Pour répondre à l’urgence du paludisme et contourner l’inefficacité croissante des insecticides chimiques actuels, une recherche scientifique majeure a été lancée ce mercredi 26 août 2026, à Abidjan. Baptisé Nectar, ce projet est dédié à la découverte de nouvelles molécules actives contre les moustiques résistants.
Un projet d’innovation médicale dans la lutte contre les moustiques est lancé en Côte d’Ivoire, co-piloté par le Centre suisse de recherches scientifiques en Côte d’Ivoire (CSRS) en partenariat avec un consortium international prestigieux, incluant l’Université de Purdue (USA), la firme Enveda (USA), la Fondation Bill & Melinda Gates et l’Université Nangui Abrogoua d’Abidjan.
Les moustiquaires imprégnées actuelles affichent leurs limites. « Les composés chimiques utilisés jusqu’ici ne sont plus efficaces du fait que les moustiques ont développé une résistance », a expliqué le professeur Benjamin Koudou, coordinateur et directeur du Projet Nectar.
Selon le professeur Benjamin Koudou, directeur du Groupe de recherche sur les vecteurs de maladies et études cliniques, la solution réside désormais dans la nature : explorer la richesse des plantes médicinales locales pour isoler de nouvelles molécules insecticides.

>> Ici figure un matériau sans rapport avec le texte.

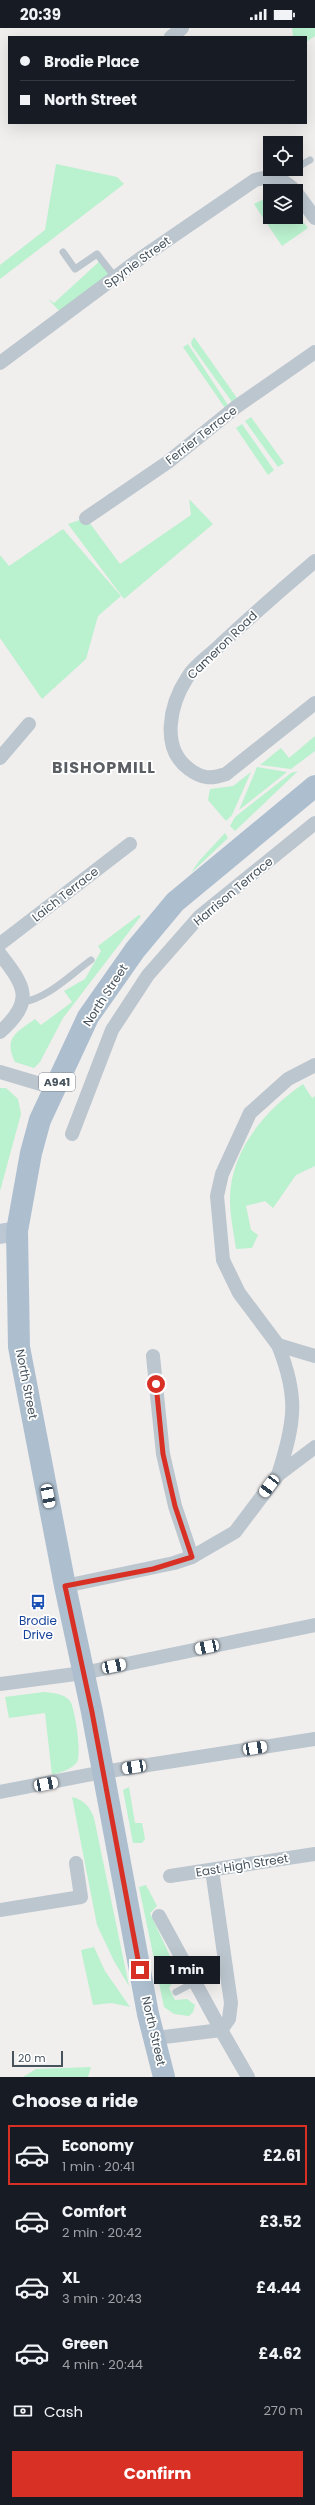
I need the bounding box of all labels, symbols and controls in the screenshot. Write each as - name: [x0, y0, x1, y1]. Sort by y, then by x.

Puiser dans la pharmacopée africaine pour contourner la résistance
Le professeur Jérémie Zoueu, directeur général du CSRS, a souligné le double intérêt de cette démarche : répondre à un défi majeur de santé publique tout en adoptant une approche strictement écologique, respectueuse des populations et exempte des effets secondaires liés aux produits chimiques traditionnels.

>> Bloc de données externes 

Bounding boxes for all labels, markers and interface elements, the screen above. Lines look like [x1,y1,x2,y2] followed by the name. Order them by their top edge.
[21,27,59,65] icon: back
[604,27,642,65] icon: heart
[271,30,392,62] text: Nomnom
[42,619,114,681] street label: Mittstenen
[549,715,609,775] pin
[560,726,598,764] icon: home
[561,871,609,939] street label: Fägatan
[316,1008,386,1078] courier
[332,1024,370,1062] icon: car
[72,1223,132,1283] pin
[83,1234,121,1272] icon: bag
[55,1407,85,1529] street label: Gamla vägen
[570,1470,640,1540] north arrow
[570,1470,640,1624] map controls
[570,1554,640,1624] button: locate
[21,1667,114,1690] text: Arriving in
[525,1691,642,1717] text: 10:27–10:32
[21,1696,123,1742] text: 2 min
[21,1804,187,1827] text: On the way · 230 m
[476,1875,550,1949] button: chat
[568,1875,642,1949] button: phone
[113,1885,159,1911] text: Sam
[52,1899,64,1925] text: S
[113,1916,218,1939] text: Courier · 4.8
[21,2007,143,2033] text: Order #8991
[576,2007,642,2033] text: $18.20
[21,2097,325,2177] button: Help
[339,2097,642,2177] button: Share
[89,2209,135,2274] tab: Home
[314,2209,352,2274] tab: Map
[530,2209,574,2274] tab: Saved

Sur une quinzaine de plantes ciblées par la recherche locale, cinq entrent déjà dans une phase imminente de collecte sur le terrain. L’objectif de ce projet de 22 mois est d’obtenir, d’ici un an à quinze mois, des extraits végétaux hautement efficaces contre les moustiques vecteurs du paludisme qui résistent actuellement aux insecticides.
L’objectif général du projet est d’exploiter la richesse de la pharmacopée et des plantes locales africaines pour découvrir de nouveaux principes actifs et développer des solutions novatrices de lutte anti-vectorielle contre les moustiques, notamment le paludisme, la dengue, la fièvre jaune et toutes les autres maladies vectorielles.
Ce projet valorise les plantes de la pharmacopée africaine dans la lutte contre les vecteurs de maladies à travers l’identification, la récolte éthique et le conditionnement local de la biomasse végétale garantie par une traçabilité rigoureuse.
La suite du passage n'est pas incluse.